AIM OF THE TASK
Transcribe the entries that follow exactly as they appear, minus pictures.

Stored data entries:
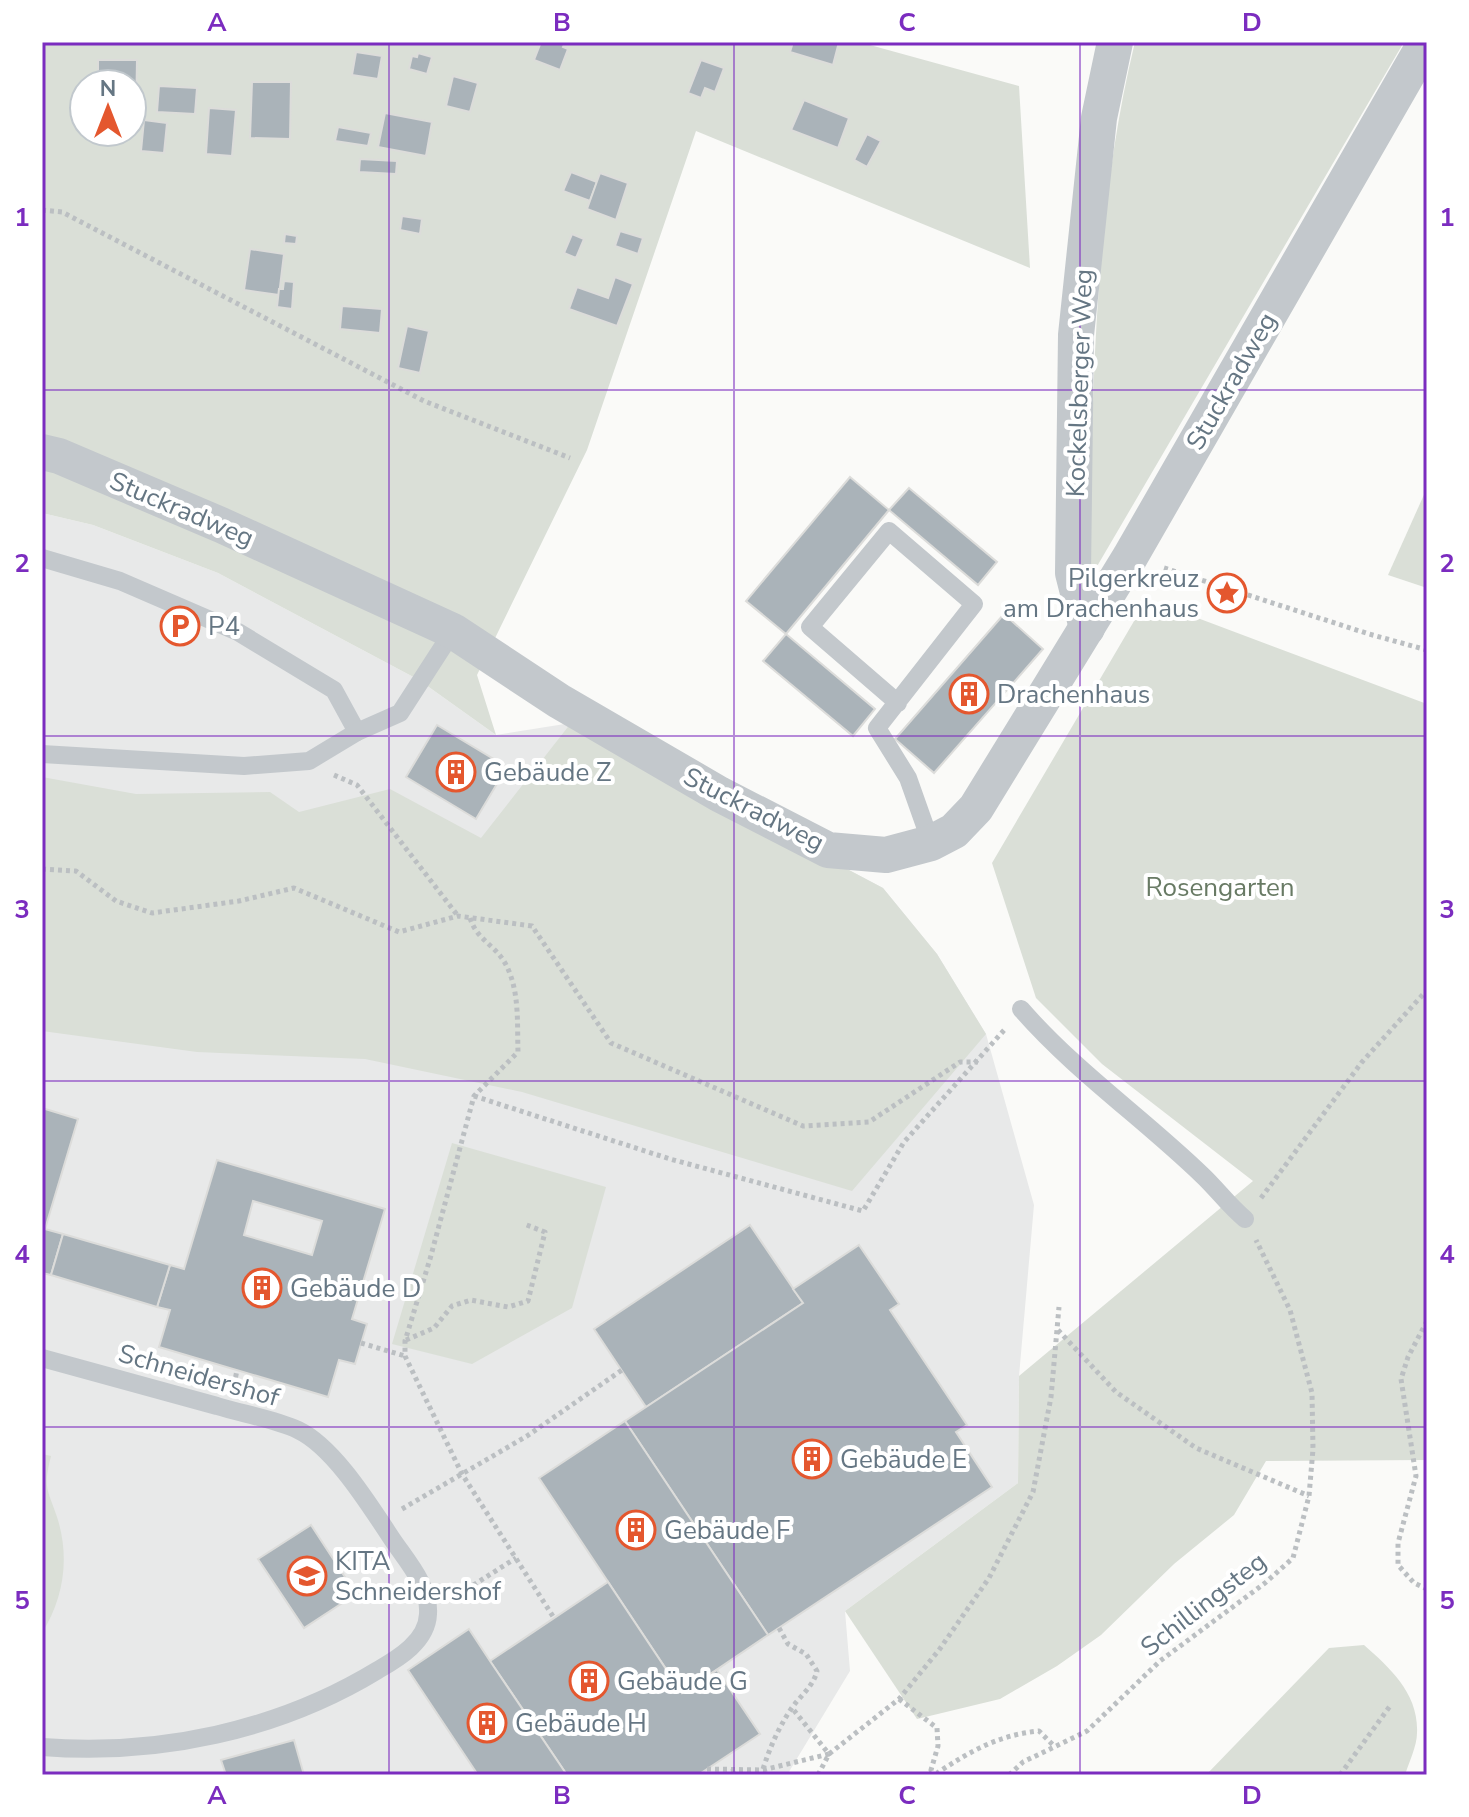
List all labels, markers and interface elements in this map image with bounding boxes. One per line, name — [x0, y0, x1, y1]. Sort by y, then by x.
text: A — [207, 5, 227, 40]
text: B — [553, 5, 571, 40]
text: C — [898, 5, 916, 40]
text: D — [1242, 5, 1262, 40]
north arrow — [68, 68, 148, 148]
text: N — [100, 74, 116, 104]
text: 1 — [14, 200, 30, 235]
text: 1 — [1439, 200, 1455, 235]
street label: Kockelsberger Weg — [1058, 268, 1101, 498]
street label: Stuckradweg — [1178, 306, 1285, 456]
street label: Stuckradweg — [104, 463, 259, 556]
text: 2 — [14, 546, 30, 581]
text: 2 — [1439, 546, 1455, 581]
place label: Pilgerkreuz am Drachenhaus — [1003, 561, 1199, 626]
place icon: Pilgerkreuz am Drachenhaus — [1206, 572, 1248, 614]
parking icon: P4 — [159, 605, 201, 647]
place label: P4 — [208, 609, 240, 644]
building icon: Drachenhaus — [948, 673, 990, 715]
place label: Drachenhaus — [997, 677, 1150, 712]
building icon: Gebäude Z — [435, 751, 477, 793]
place label: Gebäude Z — [484, 755, 611, 790]
street label: Stuckradweg — [677, 759, 830, 860]
park label: Rosengarten — [1145, 870, 1295, 905]
text: 3 — [14, 892, 30, 927]
text: 3 — [1439, 892, 1455, 927]
text: 4 — [14, 1237, 30, 1272]
text: 4 — [1439, 1237, 1455, 1272]
building icon: Gebäude D — [241, 1267, 283, 1309]
place label: Gebäude D — [290, 1271, 421, 1306]
street label: Schneidershof — [114, 1336, 284, 1415]
building icon: Gebäude E — [791, 1438, 833, 1480]
place label: Gebäude E — [840, 1442, 967, 1477]
building icon: Gebäude F — [615, 1509, 657, 1551]
place label: Gebäude F — [664, 1513, 790, 1548]
place label: KITA Schneidershof — [335, 1544, 501, 1609]
street label: Schillingsteg — [1133, 1544, 1273, 1665]
school or university icon: KITA Schneidershof — [286, 1555, 328, 1597]
text: 5 — [14, 1583, 30, 1618]
text: 5 — [1439, 1583, 1455, 1618]
building icon: Gebäude G — [568, 1660, 610, 1702]
place label: Gebäude G — [617, 1664, 748, 1699]
building icon: Gebäude H — [466, 1702, 508, 1744]
place label: Gebäude H — [515, 1706, 647, 1741]
text: A — [207, 1778, 227, 1813]
text: B — [553, 1778, 571, 1813]
text: C — [898, 1778, 916, 1813]
text: D — [1242, 1778, 1262, 1813]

RESPONSE BELOW
List all labels, markers and interface elements in this map image with bounding boxes. One per line, name — [x0, y0, x1, y1]. Sort by y, then by x.
text: A — [207, 5, 227, 40]
text: B — [553, 5, 571, 40]
text: C — [898, 5, 916, 40]
text: D — [1242, 5, 1262, 40]
north arrow — [68, 68, 148, 148]
text: N — [100, 74, 116, 104]
text: 1 — [14, 200, 30, 235]
text: 1 — [1439, 200, 1455, 235]
street label: Kockelsberger Weg — [1058, 268, 1101, 498]
street label: Stuckradweg — [1178, 306, 1285, 456]
street label: Stuckradweg — [104, 463, 259, 556]
text: 2 — [14, 546, 30, 581]
text: 2 — [1439, 546, 1455, 581]
place label: Pilgerkreuz am Drachenhaus — [1003, 561, 1199, 626]
place icon: Pilgerkreuz am Drachenhaus — [1206, 572, 1248, 614]
parking icon: P4 — [159, 605, 201, 647]
place label: P4 — [208, 609, 240, 644]
building icon: Drachenhaus — [948, 673, 990, 715]
place label: Drachenhaus — [997, 677, 1150, 712]
building icon: Gebäude Z — [435, 751, 477, 793]
place label: Gebäude Z — [484, 755, 611, 790]
street label: Stuckradweg — [677, 759, 830, 860]
park label: Rosengarten — [1145, 870, 1295, 905]
text: 3 — [14, 892, 30, 927]
text: 3 — [1439, 892, 1455, 927]
text: 4 — [14, 1237, 30, 1272]
text: 4 — [1439, 1237, 1455, 1272]
building icon: Gebäude D — [241, 1267, 283, 1309]
place label: Gebäude D — [290, 1271, 421, 1306]
street label: Schneidershof — [114, 1336, 284, 1415]
building icon: Gebäude E — [791, 1438, 833, 1480]
place label: Gebäude E — [840, 1442, 967, 1477]
building icon: Gebäude F — [615, 1509, 657, 1551]
place label: Gebäude F — [664, 1513, 790, 1548]
place label: KITA Schneidershof — [335, 1544, 501, 1609]
street label: Schillingsteg — [1133, 1544, 1273, 1665]
school or university icon: KITA Schneidershof — [286, 1555, 328, 1597]
text: 5 — [14, 1583, 30, 1618]
text: 5 — [1439, 1583, 1455, 1618]
building icon: Gebäude G — [568, 1660, 610, 1702]
place label: Gebäude G — [617, 1664, 748, 1699]
building icon: Gebäude H — [466, 1702, 508, 1744]
place label: Gebäude H — [515, 1706, 647, 1741]
text: A — [207, 1778, 227, 1813]
text: B — [553, 1778, 571, 1813]
text: C — [898, 1778, 916, 1813]
text: D — [1242, 1778, 1262, 1813]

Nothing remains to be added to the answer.